The Master of Science in Globalization and Development Communication will be offered beginning fall 2014.
Why study Globalization and Development Communication?
There is an urgent need for development communication experts–specialists in communicating within local communities, governments, non-governmental organizations, and in civil society organizations. Many specific skills are required but the key, and common, goal is practically-oriented social and behavioral change. Trying to change knowledge and attitudes is not enough to successfully implement development projects. This has been learned over the last fifty years from many unsuccessful development initiatives. It is now understood that well-conceived development projects—ones that accomplish meaningful development objectives for social, political, or economic change—require insight into the influence of culture on the way ideas and information circulate through communication channels and are comprehended by distinct audiences. It is necessary to understand the complex relationships between information dissemination, reception, and cultural as well as political contexts. Based on this understanding, development communication specialists can help raise public understanding, build consensus, and generate change by effectively using the range of communication alternatives available, whether through facilitating processes of dialogue among stakeholders or through media campaigns.

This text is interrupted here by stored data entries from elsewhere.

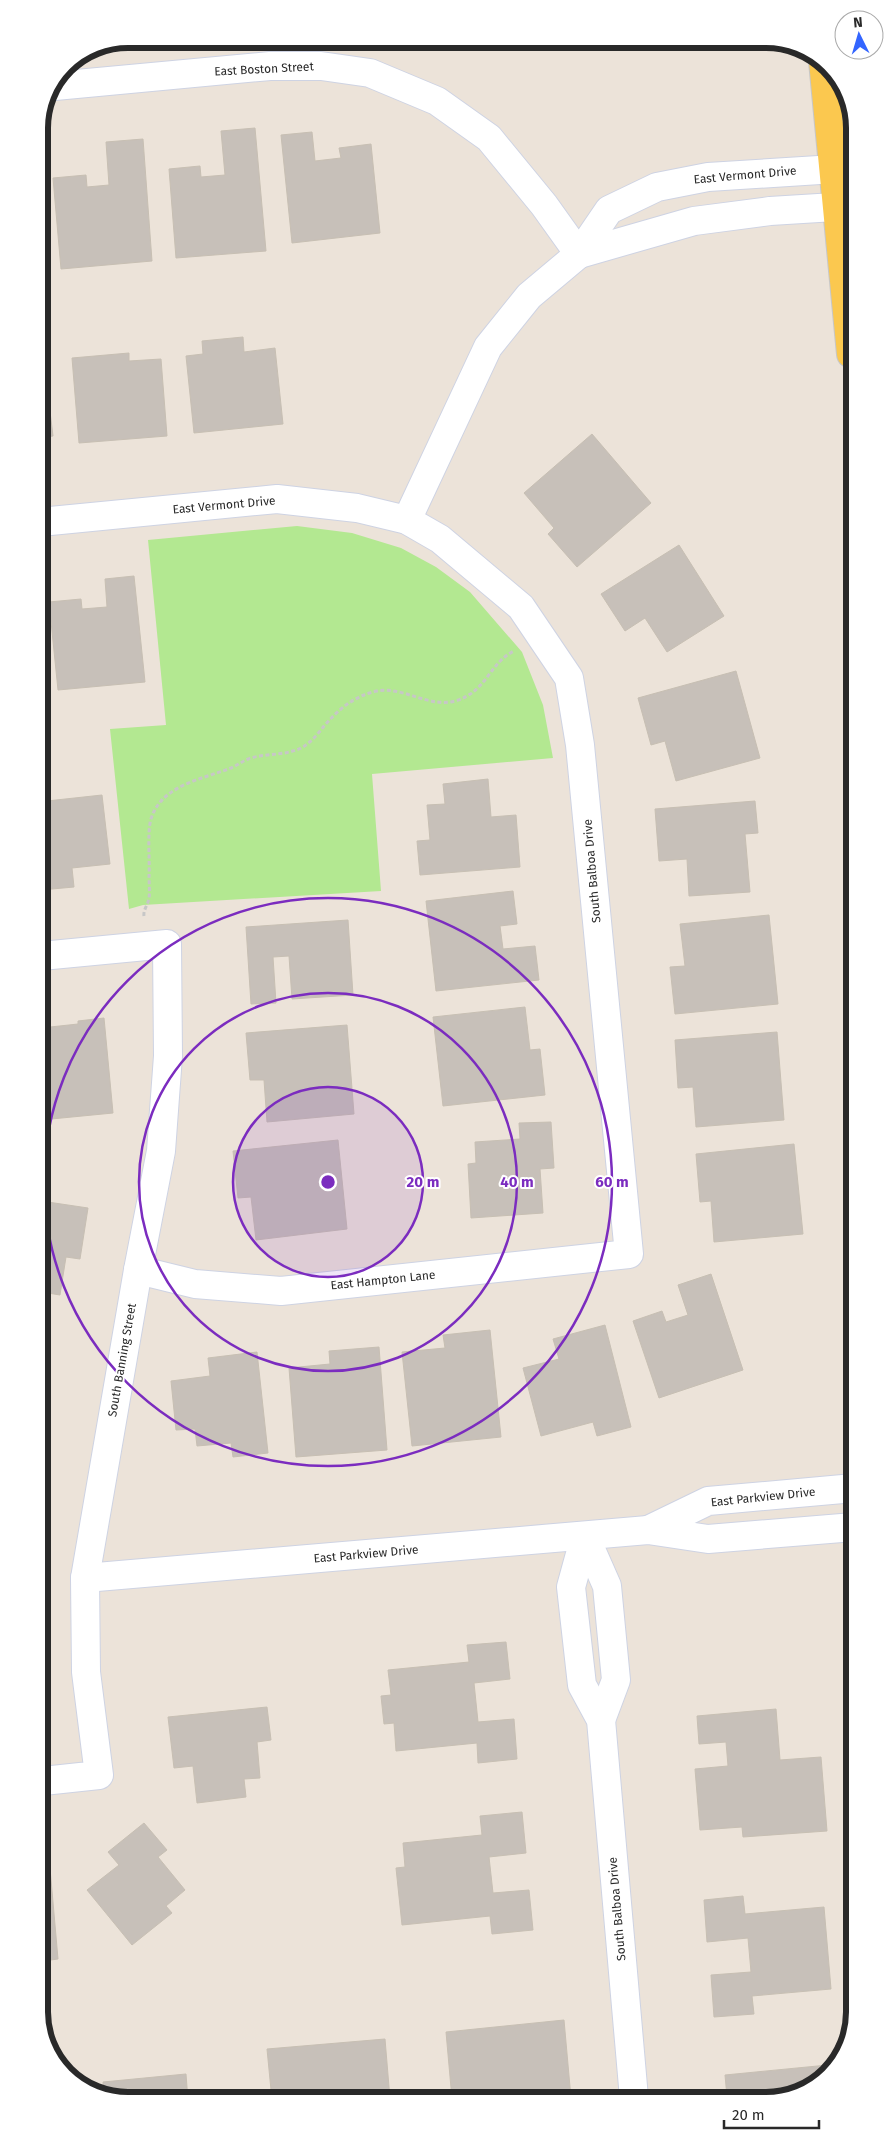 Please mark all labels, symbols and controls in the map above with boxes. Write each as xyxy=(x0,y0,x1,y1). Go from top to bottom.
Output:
north arrow xyxy=(834,10,884,60)
text: N xyxy=(853,14,863,31)
street label: East Boston Street xyxy=(214,59,315,79)
street label: East Vermont Drive xyxy=(693,164,797,186)
street label: East Vermont Drive xyxy=(172,494,276,516)
street label: South Balboa Drive xyxy=(580,819,604,923)
centre of rings xyxy=(319,1173,337,1191)
text: 20 m xyxy=(407,1173,439,1191)
text: 40 m xyxy=(500,1173,534,1191)
text: 60 m xyxy=(595,1173,629,1191)
street label: East Hampton Lane xyxy=(330,1268,436,1292)
street label: South Banning Street xyxy=(105,1301,139,1418)
street label: East Parkview Drive xyxy=(710,1485,816,1509)
street label: East Parkview Drive xyxy=(313,1542,419,1566)
street label: South Balboa Drive xyxy=(605,1857,629,1961)
scale bar xyxy=(724,2098,819,2130)
text: 20 m xyxy=(732,2106,765,2124)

Despite the central place of development communication in governmental (UNESCO, World Bank, USAID, CIDA, IDRC, DANIDA) and non-governmental institutions (Save the Children, Development Alternatives, IIED), and despite the urgent need for qualified and well-prepared development communication practitioners, only a few places provide education and training required to be an effective communicator in development settings. Temple University is one of those places.
We anticipate that the program will be highly attractive to the following people:
- Early to mid-career practitioners of communication and development in the U.S. and abroad who wish to earn a graduate degree while deepening their knowledge of the field.
- Students in the U.S. with undergraduate degrees in disciplines such as communication, journalism, media studies, political science, geography, anthropology, sociology, and public health, who wish to move into the field of development communication by earning a graduate degree.
- Students from around the world, particularly in areas with developing regions, such as Africa, Latin America, and Asia, where development communication is an ongoing practice but where qualified practitioners are scarce.
- Returning veterans and Peace Corp volunteers who are seeking to further develop their experience by earning a graduate degree in development communication.